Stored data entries
:::::
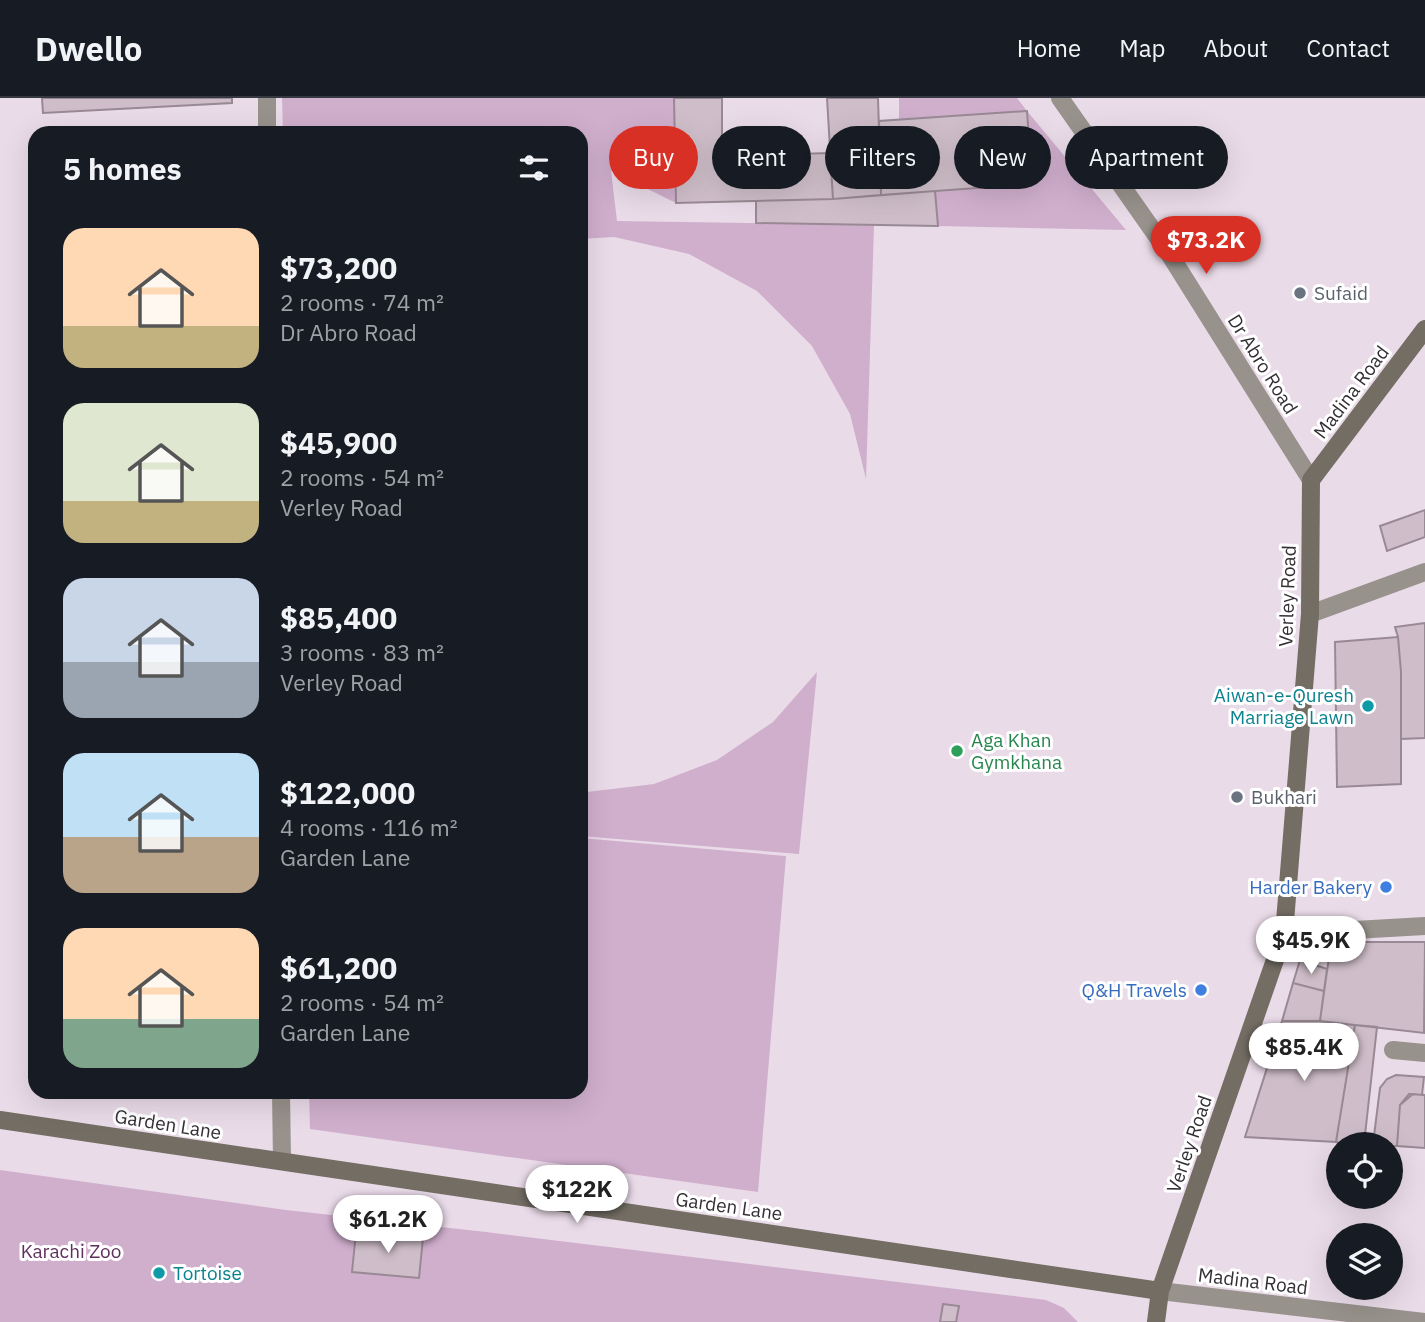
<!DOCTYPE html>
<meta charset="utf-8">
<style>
:root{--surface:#171b24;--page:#20242c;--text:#f1f3f6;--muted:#9ea1a6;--line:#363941;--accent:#d93025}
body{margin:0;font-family:"IBM Plex Sans",sans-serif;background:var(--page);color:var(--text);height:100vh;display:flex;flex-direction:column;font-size:26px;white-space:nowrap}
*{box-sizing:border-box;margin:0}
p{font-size:23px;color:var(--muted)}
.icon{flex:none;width:38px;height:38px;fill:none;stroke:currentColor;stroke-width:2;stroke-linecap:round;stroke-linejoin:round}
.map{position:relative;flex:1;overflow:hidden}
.drawer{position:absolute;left:28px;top:28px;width:560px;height:973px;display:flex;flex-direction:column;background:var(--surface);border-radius:21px;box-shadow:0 7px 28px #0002}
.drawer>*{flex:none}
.top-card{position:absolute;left:609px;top:28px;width:665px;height:63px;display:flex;gap:14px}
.fabs{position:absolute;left:1326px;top:1034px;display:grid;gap:14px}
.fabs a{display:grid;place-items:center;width:77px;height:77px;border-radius:50%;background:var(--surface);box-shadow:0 7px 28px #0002;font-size:35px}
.price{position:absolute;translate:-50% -60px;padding:0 16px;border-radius:24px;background:#fff;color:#222;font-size:23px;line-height:46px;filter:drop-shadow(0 2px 4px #0008)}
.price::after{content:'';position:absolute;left:50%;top:42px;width:21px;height:16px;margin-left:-10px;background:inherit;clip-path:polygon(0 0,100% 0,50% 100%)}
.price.current{background:var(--accent);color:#fff}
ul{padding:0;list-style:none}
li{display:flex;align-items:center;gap:21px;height:175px;padding:0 35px}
li span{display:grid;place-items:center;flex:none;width:196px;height:140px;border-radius:21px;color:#555}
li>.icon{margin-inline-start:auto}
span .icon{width:84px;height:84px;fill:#fffc;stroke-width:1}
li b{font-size:30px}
h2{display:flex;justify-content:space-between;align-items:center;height:84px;padding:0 35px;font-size:30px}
.tag{padding:0 24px;border-radius:32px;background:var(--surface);box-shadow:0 7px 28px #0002;font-size:24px;line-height:63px}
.tag.current{background:var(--accent);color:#fff}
header{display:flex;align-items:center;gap:42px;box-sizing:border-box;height:98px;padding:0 35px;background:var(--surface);border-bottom:2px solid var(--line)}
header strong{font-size:33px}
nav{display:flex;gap:38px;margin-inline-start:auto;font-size:24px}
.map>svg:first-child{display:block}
</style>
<header>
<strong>Dwello</strong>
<nav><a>Home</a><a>Map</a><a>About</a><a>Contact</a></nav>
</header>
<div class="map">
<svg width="1425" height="1224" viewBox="0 0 1425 1224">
<rect width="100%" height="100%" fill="#eadbe9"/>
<path fill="#d0afcd" d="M282,0H674L676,105L611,73L617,123L874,127L866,381L850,316L812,248L757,193L689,156L614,139L581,141V35H283Z
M899,0H1017L1027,13L1126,132L938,128L935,93L1032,86L1027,13L899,21Z
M817,574L799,756L581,738V693L587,694L654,686L717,662L773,624Z
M581,740L786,758L758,1094L310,1031L309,994H581Z
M0,1072L286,1112L486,1134L1046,1202L1064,1210L1078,1224H0Z"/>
<path fill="#cfbec9" stroke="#998994" stroke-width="2" d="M42,0H232V5L43,15Z
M674,0H722V58L830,55L833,101L676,105Z
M827,0H878L881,97L833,101Z
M1027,13L1032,86L881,97L879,23Z
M935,93L938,128L756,125V103L833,101Z
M1425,412V439L1387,453L1380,428Z
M1425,525V640L1401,641V574L1398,539L1395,529Z
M1398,539L1401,574V686L1337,689L1335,544Z
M1318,844H1350L1329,859L1321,858L1313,866L1300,862L1302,856Z
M1350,844H1425L1424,935L1320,923L1329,859Z
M1300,862L1327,871L1324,893L1293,885Z
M1293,885L1324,893L1320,923H1282Z
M1282,923H1320L1355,927L1336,1044L1245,1039Z
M1355,927L1377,929L1364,1046L1336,1044Z
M1396,977L1424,979L1422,997L1413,996L1400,1007L1397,1048H1391V1046H1373L1380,990L1387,981Z
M1409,996L1425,997V1050L1397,1048L1400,1007Z
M356,1134L423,1140L419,1180L352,1174Z
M943,1206L959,1208L956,1224H940Z"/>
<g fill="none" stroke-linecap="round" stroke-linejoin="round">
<path stroke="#97928b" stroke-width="18" d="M267,0V35
M1284,836L1425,828
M1393,952L1425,955
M281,994L282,1063
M1160,1193L1425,1224"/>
<path stroke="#97928b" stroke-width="18" d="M1060,0L1168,154L1311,382
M1310,516L1425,474"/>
<path stroke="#736d63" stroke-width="18" d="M0,1022L1160,1193
M1156,1224L1160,1193L1284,836L1310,516L1311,382L1425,231"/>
</g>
<g fill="#6b7280" stroke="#fff" stroke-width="2.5">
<circle cx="1300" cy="195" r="7"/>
<circle cx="1237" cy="699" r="7"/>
</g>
<g fill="#0f9aa8" stroke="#fff" stroke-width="2.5">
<circle cx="1368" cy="608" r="7"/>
<circle cx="159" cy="1175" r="7"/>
</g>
<circle fill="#2e9e5b" stroke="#fff" stroke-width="2.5" cx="957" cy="653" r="7"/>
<g fill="#3f7fe0" stroke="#fff" stroke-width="2.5">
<circle cx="1386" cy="789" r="7"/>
<circle cx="1201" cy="892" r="7"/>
</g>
<g text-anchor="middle" stroke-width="6" stroke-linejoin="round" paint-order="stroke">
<g font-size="19" fill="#5b616d" stroke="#fff" text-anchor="start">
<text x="1314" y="202">Sufaid</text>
<text x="1251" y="706">Bukhari</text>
</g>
<g font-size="19" fill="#342f34" stroke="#fff">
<text transform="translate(1263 266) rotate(58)" y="7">Dr Abro Road</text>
<text transform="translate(1351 294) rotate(-53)" y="7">Madina Road</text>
<text transform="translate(1287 498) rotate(-88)" y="7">Verley Road</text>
<text transform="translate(168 1026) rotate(9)" y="7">Garden Lane</text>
<text transform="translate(1189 1046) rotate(-71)" y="7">Verley Road</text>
<text transform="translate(729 1108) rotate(8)" y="7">Garden Lane</text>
<text transform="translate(1253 1183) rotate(7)" y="7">Madina Road</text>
</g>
<g font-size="19" fill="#0d838f" stroke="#fff" text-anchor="end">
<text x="1354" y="604">Aiwan-e-Quresh<tspan x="1354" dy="22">Marriage Lawn</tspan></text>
<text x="173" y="1182" text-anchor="start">Tortoise</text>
</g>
<g font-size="19" fill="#27864d" stroke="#fff" text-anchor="start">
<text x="971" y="649">Aga Khan<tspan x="971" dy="22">Gymkhana</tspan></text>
</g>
<g font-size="19" fill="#366cbe" stroke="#fff" text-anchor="end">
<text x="1372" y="796">Harder Bakery</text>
<text x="1187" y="899">Q&amp;H Travels</text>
</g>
<g font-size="19" fill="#5f305d" stroke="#fff">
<text x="71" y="1160">Karachi Zoo</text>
</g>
</g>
</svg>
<div class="fabs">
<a><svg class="icon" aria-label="locate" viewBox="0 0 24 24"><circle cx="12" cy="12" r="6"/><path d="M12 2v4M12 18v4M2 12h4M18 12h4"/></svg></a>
<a><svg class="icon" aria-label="layers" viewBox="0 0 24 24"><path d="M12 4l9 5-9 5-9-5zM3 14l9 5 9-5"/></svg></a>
</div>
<b class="price current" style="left:1206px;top:178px">$73.2K</b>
<b class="price" style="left:1311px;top:878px">$45.9K</b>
<b class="price" style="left:1304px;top:985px">$85.4K</b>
<b class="price" style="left:577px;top:1127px">$122K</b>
<b class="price" style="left:388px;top:1157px">$61.2K</b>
<div class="top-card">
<a class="tag current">Buy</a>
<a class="tag">Rent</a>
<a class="tag">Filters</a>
<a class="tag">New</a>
<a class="tag">Apartment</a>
</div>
<section class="drawer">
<h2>5 homes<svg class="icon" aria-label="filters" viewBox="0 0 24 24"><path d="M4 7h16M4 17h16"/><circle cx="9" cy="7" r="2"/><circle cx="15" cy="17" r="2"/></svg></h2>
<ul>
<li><span style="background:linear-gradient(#ffd9b3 70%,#c2b280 0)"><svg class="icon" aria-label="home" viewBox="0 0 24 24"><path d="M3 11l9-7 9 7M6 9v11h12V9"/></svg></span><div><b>$73,200</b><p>2 rooms · 74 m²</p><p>Dr Abro Road</p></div></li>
<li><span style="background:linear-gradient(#dfe7d0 70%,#c2b280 0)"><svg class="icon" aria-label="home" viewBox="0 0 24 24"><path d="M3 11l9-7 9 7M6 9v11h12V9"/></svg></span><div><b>$45,900</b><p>2 rooms · 54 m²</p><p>Verley Road</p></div></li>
<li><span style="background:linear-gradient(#c9d6e8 60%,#9aa5b1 0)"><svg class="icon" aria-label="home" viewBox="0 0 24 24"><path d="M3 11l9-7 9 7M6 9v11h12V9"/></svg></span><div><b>$85,400</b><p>3 rooms · 83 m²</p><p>Verley Road</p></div></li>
<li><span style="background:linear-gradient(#bfe0f5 60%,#b9a48a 0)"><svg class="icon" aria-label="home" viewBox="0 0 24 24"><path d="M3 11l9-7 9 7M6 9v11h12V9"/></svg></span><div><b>$122,000</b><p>4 rooms · 116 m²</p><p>Garden Lane</p></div></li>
<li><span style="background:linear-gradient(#ffd9b3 65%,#7fa58c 0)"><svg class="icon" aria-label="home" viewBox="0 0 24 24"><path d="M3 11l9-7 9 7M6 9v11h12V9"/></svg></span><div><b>$61,200</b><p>2 rooms · 54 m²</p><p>Garden Lane</p></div></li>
</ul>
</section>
</div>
:::::
**Exercise directions:**
When the entries above show the word "inline" in a line, copy that line out.

**Completed exercise:**
li>.icon{margin-inline-start:auto}
nav{display:flex;gap:38px;margin-inline-start:auto;font-size:24px}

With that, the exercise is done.